Izumi-Nakaseko Hiroko, Nakamura Yuji, Wada Takeshi, Ando Kentaro, Kanda Yasunari, Sekino Yuko, Sugiyama Atsushi
Department of Pharmacology, Faculty of Medicine, Toho University.
J Toxicol Sci. 2017;42(2):183-192. doi: 10.2131/jts.42.183.
In order to characterize human induced pluripotent stem cell-derived cardiomyocytes (hiPSC-CMs) sheets as a model for detecting drug-induced conduction disturbance, we examined their electrophysiological and electropharmacological properties by using the multi-electrode array system with a programmed electrical stimulation protocol. At pre-drug control, the conduction speed, effective refractory period and field potential duration were 0.14 ± 0.01 m/sec, 453 ± 10 msec and 361 ± 9 msec, respectively at a cycle length of 1,000 msec (n = 18). Shortening the pacing cycle length from 1,000 to 600 msec decreased the conduction speed and field potential duration, but prolonged the effective refractory period. Disopyramide, lidocaine and flecainide decreased the conduction speed but prolonged the effective refractory period and field potential duration, whereas the reverse was true for verapamil. Thus, conduction properties of the cell sheet may largely depend on the extent of Na channel availability as is the case in the human ventricle. Importantly, there was no relationship between the conduction delay and 1 spike amplitude reduction after the treatment of Na channel blockers. These findings may provide crucial guide on future application of this new technology for early phase safety pharmacological screening of new chemical entities.

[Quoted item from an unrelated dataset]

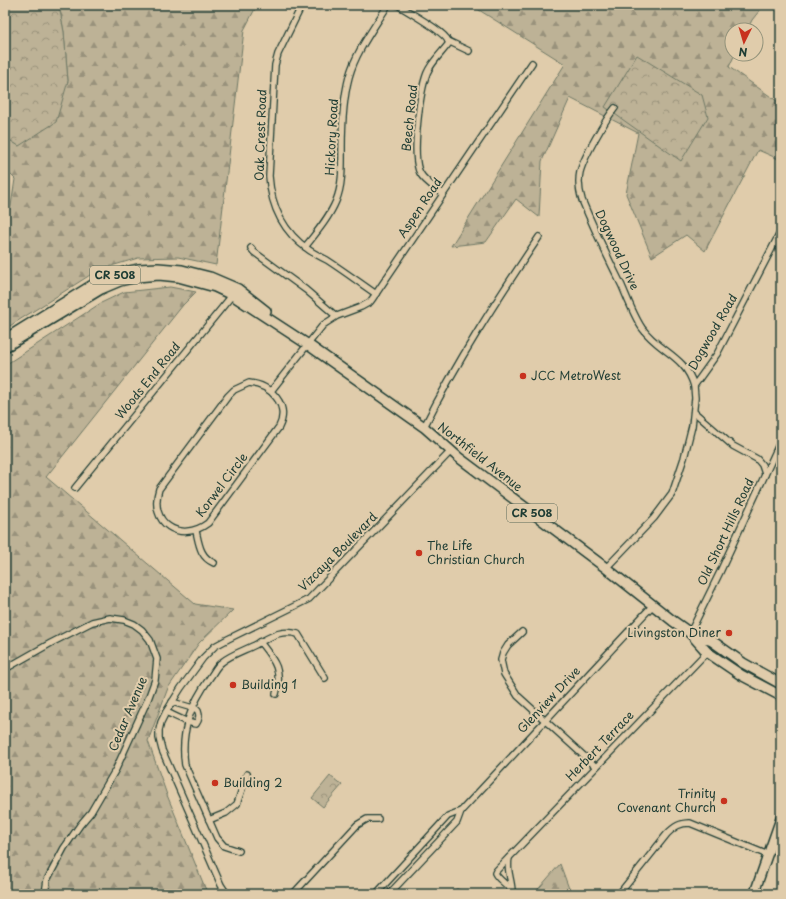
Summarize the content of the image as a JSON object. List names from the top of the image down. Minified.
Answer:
{"streets":{"main road":["CR 508","Northfield Avenue"],"street":["Beech Road","Oak Crest Road","Hickory Road","Aspen Road","Dogwood Drive","Dogwood Road","Woods End Road","Korwel Circle","Old Short Hills Road","Vizcaya Boulevard","Glenview Drive","Cedar Avenue","Herbert Terrace"]},"crossings":[["Beech Road","Aspen Road"],["Oak Crest Road","Hickory Road"],["Oak Crest Road","Aspen Road"],["Aspen Road","Northfield Avenue"],["Dogwood Drive","Dogwood Road"],["CR 508","Northfield Avenue"],["CR 508","Old Short Hills Road"],["CR 508","Herbert Terrace"],["Dogwood Road","Northfield Avenue"],["Woods End Road","Northfield Avenue"],["Northfield Avenue","Old Short Hills Road"],["Northfield Avenue","Vizcaya Boulevard"],["Northfield Avenue","Glenview Drive"]],"places":["JCC MetroWest","The Life Christian Church","Livingston Diner","Building 1","Building 2","Trinity Covenant Church"],"north":"bottom"}
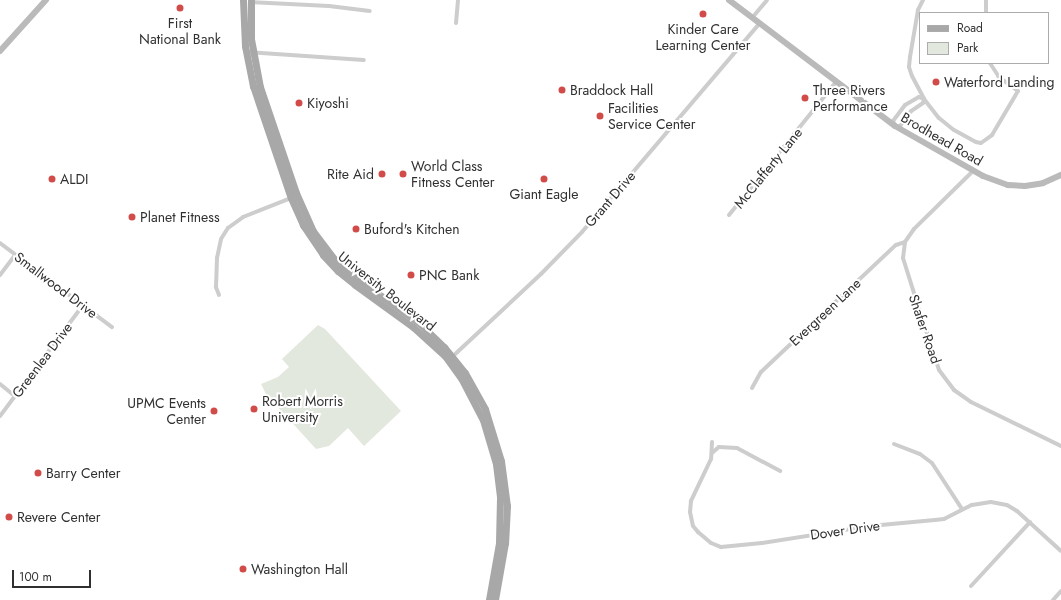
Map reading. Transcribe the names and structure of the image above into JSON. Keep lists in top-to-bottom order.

为了将人诱导多能干细胞衍生的心肌细胞(hiPSC-CMs)片层表征为检测药物诱导的传导障碍的模型,我们使用具有程控电刺激方案的多电极阵列系统研究了它们的电生理和电药理学特性。在药物前对照时,在1000毫秒的周期长度下,传导速度、有效不应期和场电位持续时间分别为0.14±0.01米/秒、453±10毫秒和361±9毫秒(n = 18)。将起搏周期长度从1000毫秒缩短至600毫秒会降低传导速度和场电位持续时间,但会延长有效不应期。丙吡胺、利多卡因和氟卡尼降低了传导速度,但延长了有效不应期和场电位持续时间,而维拉帕米则相反。因此,细胞片层的传导特性可能在很大程度上取决于钠通道可用性的程度,就像在人心室中一样。重要的是,在使用钠通道阻滞剂治疗后,传导延迟与1个动作电位幅度降低之间没有关系。这些发现可能为这项新技术在新化学实体早期安全性药理筛选中的未来应用提供关键指导。